2009-12-18

C# serialization container type pattern

The following pattern is not my invention, but I find it neat as an alternative to implementing ISerializable  and/or IDeserializationCallback (or related attributes) when using .NET binary serialization. Your reasons for doing this may be performance or backwards-compatible serialization.

This takes advantage of the fact that the binary serialization framework stores the type of each object, and so you don't have to know the type on deserialization.

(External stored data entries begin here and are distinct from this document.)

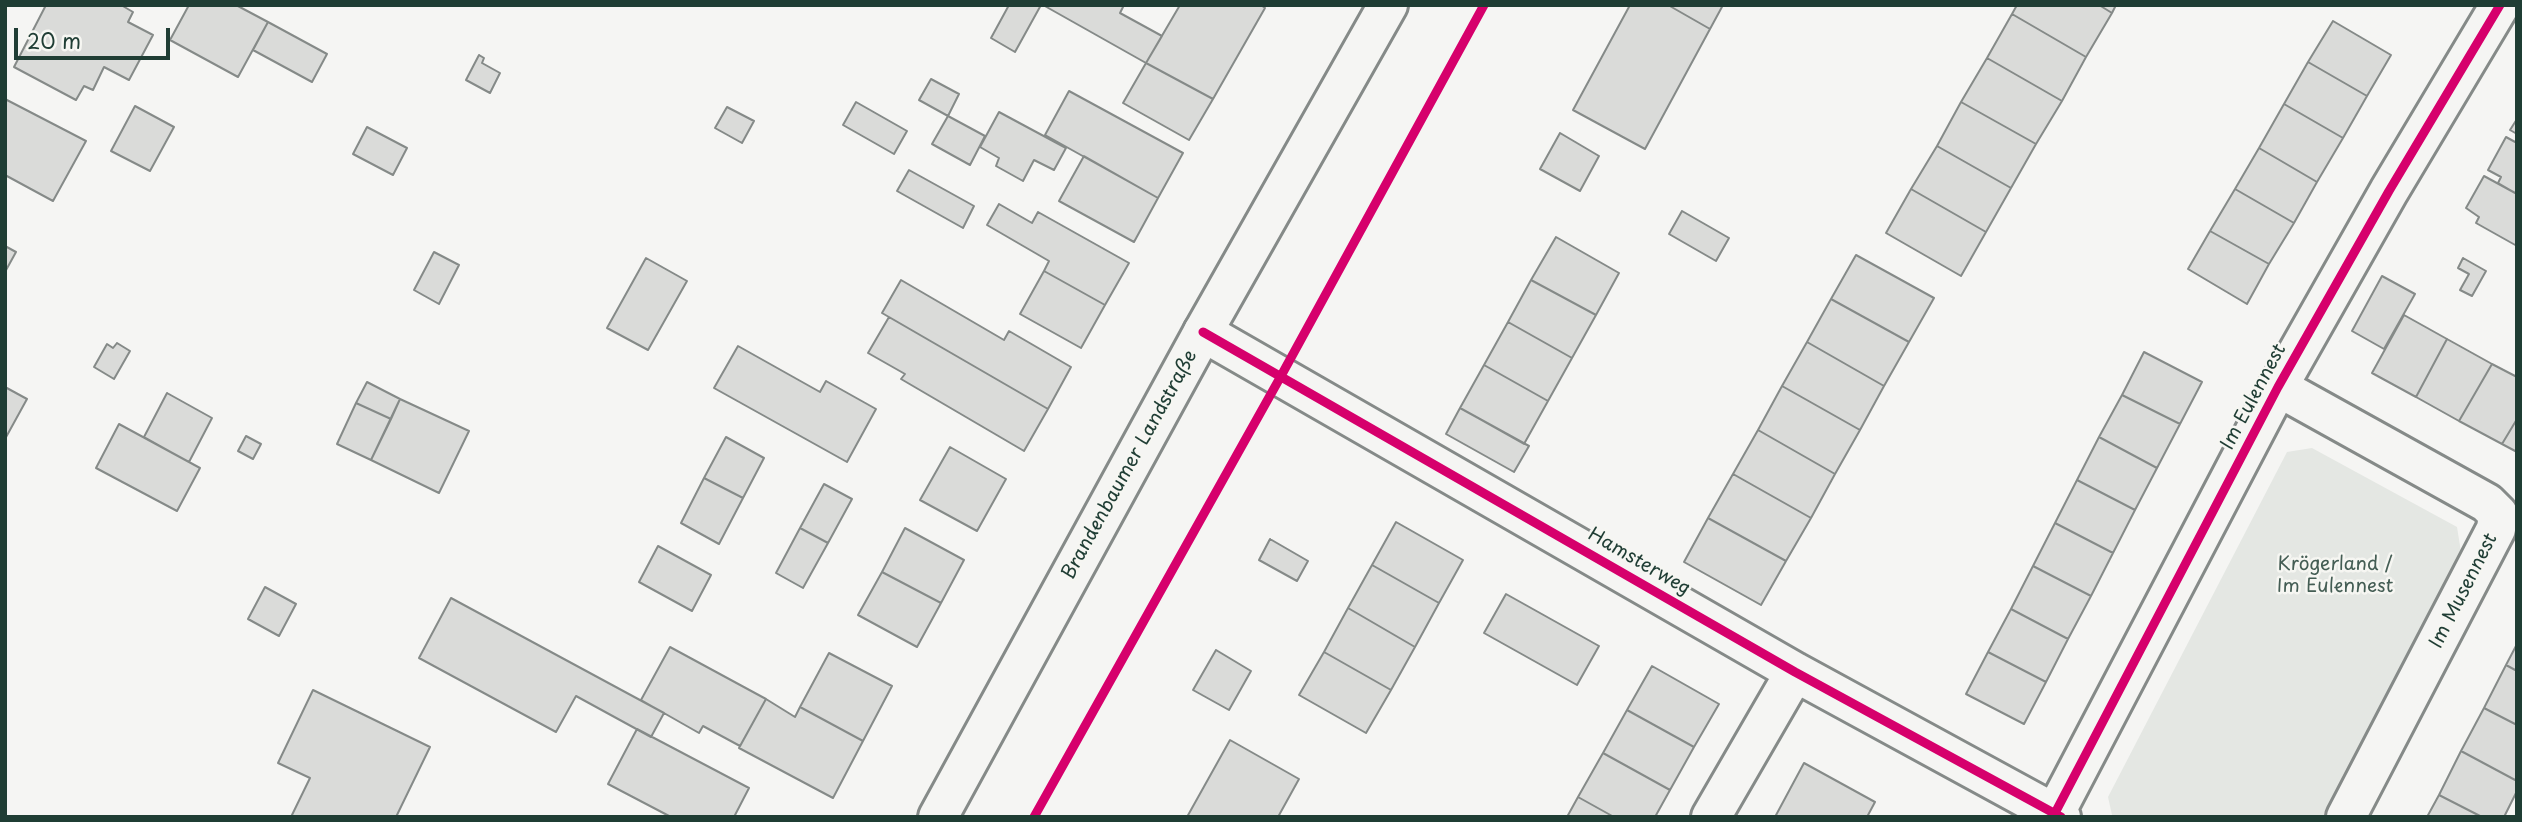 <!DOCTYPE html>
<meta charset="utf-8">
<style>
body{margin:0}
#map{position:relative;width:2522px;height:822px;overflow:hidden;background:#f5f5f3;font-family:"Playpen Sans",sans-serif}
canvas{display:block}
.frame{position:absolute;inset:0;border:7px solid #1f3d34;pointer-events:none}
.scale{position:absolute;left:14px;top:28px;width:156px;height:32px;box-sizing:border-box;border:4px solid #1f3d34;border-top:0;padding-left:9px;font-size:21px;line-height:24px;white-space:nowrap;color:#1f3d34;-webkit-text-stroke:5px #f6f6f2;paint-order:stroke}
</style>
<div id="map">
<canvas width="2522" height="822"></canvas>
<div class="frame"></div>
<div class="scale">20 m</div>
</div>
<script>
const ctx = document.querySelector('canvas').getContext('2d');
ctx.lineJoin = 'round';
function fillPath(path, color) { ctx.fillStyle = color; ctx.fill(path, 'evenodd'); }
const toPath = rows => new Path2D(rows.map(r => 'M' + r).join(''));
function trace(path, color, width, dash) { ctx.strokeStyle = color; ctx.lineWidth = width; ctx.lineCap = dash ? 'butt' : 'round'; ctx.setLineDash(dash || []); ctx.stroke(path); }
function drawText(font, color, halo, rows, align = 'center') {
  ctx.font = font + ' "Playpen Sans",sans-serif'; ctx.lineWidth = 5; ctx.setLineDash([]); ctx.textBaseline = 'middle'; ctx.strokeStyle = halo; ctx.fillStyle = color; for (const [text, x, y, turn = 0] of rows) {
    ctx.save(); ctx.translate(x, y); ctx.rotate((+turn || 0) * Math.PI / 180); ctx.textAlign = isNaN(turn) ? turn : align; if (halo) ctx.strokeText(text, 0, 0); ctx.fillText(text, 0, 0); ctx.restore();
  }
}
fillPath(toPath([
 [2312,448,2457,527,2461,552,2323,817,2112,815,2108,797,2287,452]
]), '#e4e7e3');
const building = toPath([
 [46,5,121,5,133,12,128,22,153,35,129,80,104,67,93,90,84,86,76,100,14,67,46,5],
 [189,5,236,5,268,22,238,77,170,40,189,5],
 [1009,5,1041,5,1015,52,991,38,1009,5],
 [1043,5,1124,5,1120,13,1162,36,1146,63,1043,5],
 [1180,5,1261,5,1265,8,1213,99,1146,63,1180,5],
 [1630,5,1668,5,1710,29,1645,149,1573,110,1630,5],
 [1668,5,1723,5,1710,29,1668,5],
 [2017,5,2099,5,2112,13,2086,57,2012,14,2017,5],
 [2099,5,2116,5,2112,13,2099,5],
 [2012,14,2086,57,2062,101,1987,58,2012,14],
 [2333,21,2391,55,2367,96,2308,62,2333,21],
 [268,22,327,54,312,82,253,50,268,22],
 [479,55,484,58,482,63,500,73,490,93,466,80,479,55],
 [1987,58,2062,101,2036,144,1961,102,1987,58],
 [2308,62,2367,96,2343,138,2284,104,2308,62],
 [1146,63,1213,99,1189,140,1123,103,1146,63],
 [931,79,959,94,948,116,919,100,931,79],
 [1069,91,1183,153,1158,198,1045,135,1069,91],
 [5,99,86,141,53,201,5,175,5,99],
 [856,102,907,131,894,154,843,125,856,102],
 [1961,102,2036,144,2011,188,1937,146,1961,102],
 [2284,104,2343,138,2317,182,2259,148,2284,104],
 [135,106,174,127,150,171,111,151,135,106],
 [727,107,754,121,742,143,715,128,727,107],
 [999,112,1066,148,1054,170,1034,160,1023,181,996,166,999,158,980,147,999,112],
 [948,116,985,136,970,165,932,144,948,116],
 [2517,119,2517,134,2510,130,2517,119],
 [367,127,407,148,393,175,353,154,367,127],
 [1560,133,1599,156,1580,191,1540,169,1560,133],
 [2506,137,2517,143,2517,194,2498,183,2501,177,2488,170,2506,137],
 [1937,146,2011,188,1986,232,1911,189,1937,146],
 [2259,148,2317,182,2294,223,2235,189,2259,148],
 [1084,156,1158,198,1134,242,1059,201,1084,156],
 [909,170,974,206,963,228,897,191,909,170],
 [2484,176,2517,194,2517,246,2476,223,2479,217,2466,208,2484,176],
 [1911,189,1986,232,1961,276,1886,233,1911,189],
 [2235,189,2294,223,2269,264,2210,231,2235,189],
 [999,204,1032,223,1038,212,1129,263,1105,305,1044,271,1049,261,987,225,999,204],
 [1682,211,1729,238,1716,261,1669,234,1682,211],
 [2210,231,2269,264,2247,304,2188,269,2210,231],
 [1556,237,1619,273,1596,315,1531,280,1556,237],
 [5,246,16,252,5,272,5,246],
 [434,252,459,265,439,304,414,290,434,252],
 [1856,255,1934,298,1909,342,1831,299,1856,255],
 [646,258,687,281,648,350,607,328,646,258],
 [2463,258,2486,271,2472,296,2460,290,2469,274,2458,268,2463,258],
 [1044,271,1105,305,1081,348,1020,314,1044,271],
 [2382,276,2415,294,2384,349,2352,331,2382,276],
 [901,280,1004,340,1009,331,1071,367,1048,409,882,313,901,280],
 [1531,280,1596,315,1572,358,1508,322,1531,280],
 [1831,299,1909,342,1884,386,1807,342,1831,299],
 [2404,315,2447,339,2416,397,2372,373,2404,315],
 [889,317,1048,409,1024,451,901,379,905,374,868,353,889,317],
 [1508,322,1572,358,1548,401,1484,365,1508,322],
 [2447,339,2492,364,2459,421,2416,397,2447,339],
 [1807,342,1884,386,1860,430,1782,386,1807,342],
 [117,343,130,351,114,379,94,367,107,344,113,348,117,343],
 [738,346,820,392,826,381,876,409,847,462,714,388,738,346],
 [2144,352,2202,382,2180,424,2122,395,2144,352],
 [2492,364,2517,377,2517,419,2502,444,2459,421,2492,364],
 [1484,365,1548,401,1524,444,1460,408,1484,365],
 [367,382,400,399,391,419,356,403,367,382],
 [1782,386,1860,430,1835,474,1758,430,1782,386],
 [5,387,27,399,5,439,5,387],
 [167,393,212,418,189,462,144,437,167,393],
 [2122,395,2180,424,2157,468,2099,437,2122,395],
 [400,399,469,431,439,493,371,460,400,399],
 [356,403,391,419,371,460,337,444,356,403],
 [1460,408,1529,446,1514,472,1446,434,1460,408],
 [2517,419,2517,452,2502,444,2517,419],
 [119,424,200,468,177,511,96,468,119,424],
 [1758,430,1835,474,1811,518,1733,474,1758,430],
 [246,436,261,444,253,459,238,451,246,436],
 [726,437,764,458,743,498,704,478,726,437],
 [2099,437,2157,468,2135,510,2077,480,2099,437],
 [950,447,1006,479,977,531,920,500,950,447],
 [1733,474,1811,518,1786,561,1708,518,1733,474],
 [704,478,743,498,719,544,681,523,704,478],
 [2077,480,2135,510,2113,553,2055,523,2077,480],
 [824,484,852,499,828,543,800,528,824,484],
 [1708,518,1786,561,1761,605,1684,562,1708,518],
 [1396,522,1463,560,1439,603,1372,565,1396,522],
 [2055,523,2113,553,2091,596,2033,566,2055,523],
 [800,528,828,543,803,588,776,573,800,528],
 [905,528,964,560,941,603,882,572,905,528],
 [1270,539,1308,561,1297,581,1259,560,1270,539],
 [658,546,711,575,692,611,639,582,658,546],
 [1372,565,1439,603,1415,647,1348,608,1372,565],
 [2033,566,2091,596,2068,639,2011,609,2033,566],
 [882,572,941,603,917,647,858,615,882,572],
 [265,587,296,604,279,636,248,619,265,587],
 [1506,594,1599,646,1577,685,1484,633,1506,594],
 [451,598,664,713,651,737,576,696,556,732,419,658,451,598],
 [1348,608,1415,647,1391,690,1324,652,1348,608],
 [2011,609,2068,639,2046,682,1988,652,2011,609],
 [2517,644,2517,671,2506,665,2517,644],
 [670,647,766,699,740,746,703,726,699,733,641,700,670,647],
 [1216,650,1251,671,1229,710,1193,690,1216,650],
 [1324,652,1391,690,1366,733,1299,695,1324,652],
 [1988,652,2046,682,2024,724,1966,694,1988,652],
 [829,653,892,686,863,741,800,707,829,653],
 [2506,665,2517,671,2517,725,2484,708,2506,665],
 [1652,666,1719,704,1694,747,1627,710,1652,666],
 [313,690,430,747,396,817,291,817,310,778,278,763,313,690],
 [766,699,795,717,800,707,863,741,833,798,739,748,766,699],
 [2484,708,2517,725,2517,781,2461,751,2484,708],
 [1627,710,1694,747,1670,790,1603,753,1627,710],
 [637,729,749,788,734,817,671,817,608,784,637,729],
 [1230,740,1299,779,1278,817,1187,817,1230,740],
 [2461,751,2517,781,2517,791,2504,817,2482,817,2439,795,2461,751],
 [1603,753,1670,790,1655,817,1614,817,1578,797,1603,753],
 [1804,763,1875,802,1867,817,1775,817,1804,763],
 [2439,795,2482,817,2427,817,2439,795],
 [1578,797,1614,817,1567,817,1578,797]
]);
fillPath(building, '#dadbd9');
trace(building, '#858a88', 2);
const minor = toPath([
 [1203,332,1795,672,2061,817],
 [2278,387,2487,503,2498,514,2496,529,2346,817],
 [2055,813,2278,387,2389,191,2500,5],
 [1711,817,1795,672]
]);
const secondary = toPath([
 [938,817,1203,332,1388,5]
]);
trace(minor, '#858a88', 44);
trace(secondary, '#858a88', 44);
trace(minor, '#f5f5f3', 38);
trace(secondary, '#f5f5f3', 38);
trace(toPath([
 [1203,332,1795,672,2061,817],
 [2055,813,2278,387,2389,191,2500,5],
 [1034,817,1281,376,1484,5]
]), '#d6006c', 9);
drawText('19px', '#1f3d34', '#f6f6f2', [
 ["Im Eulennest",2254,397,-62],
 ["Brandenbaumer Landstraße",1130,465,-61],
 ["Hamsterweg",1639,562,30],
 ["Im Musennest",2464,591,-63]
]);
drawText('19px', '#445d54', '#f6f6f2', [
 ["Krögerland /",2335,565],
 ["Im Eulennest",2335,587]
]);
</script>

Now, let MyData be the type we want to store:
  1. Do not mark MyData as [Serializable]. Instead,
  2. introduce the IMyDataStorage interface containing the single method ToMyData().
  3. Now, the first version of MyData's serialized format is introduced as the class (or struct) MyDataStorage1, implementing IMyDataStorage.
  4. Introduce the method IMyDataStorage MyData.ToMyDataStorage().
When serializing, do this:

// Create an instance of the newest version of MyDataStorage.
IMyDataStorage storage = myData.ToMyDataStorage();
// Now, store it using regular binary serialization
using (Stream stream = new ...)
{
    new BinaryFormatter.Serialize(stream, storage)
}

When deserializing, do this:

// Deserialize
IMyDataStorage storage = new BinaryFormatter.Deserialize(stream)
MyData myData = storage.ToMyData();

Now, when you need to change the serialized format, introduce MyDataStorage2, and upgrade the MyDataStorage1.ToMyData. Except for that, leave MyDataStorage1 unchanged.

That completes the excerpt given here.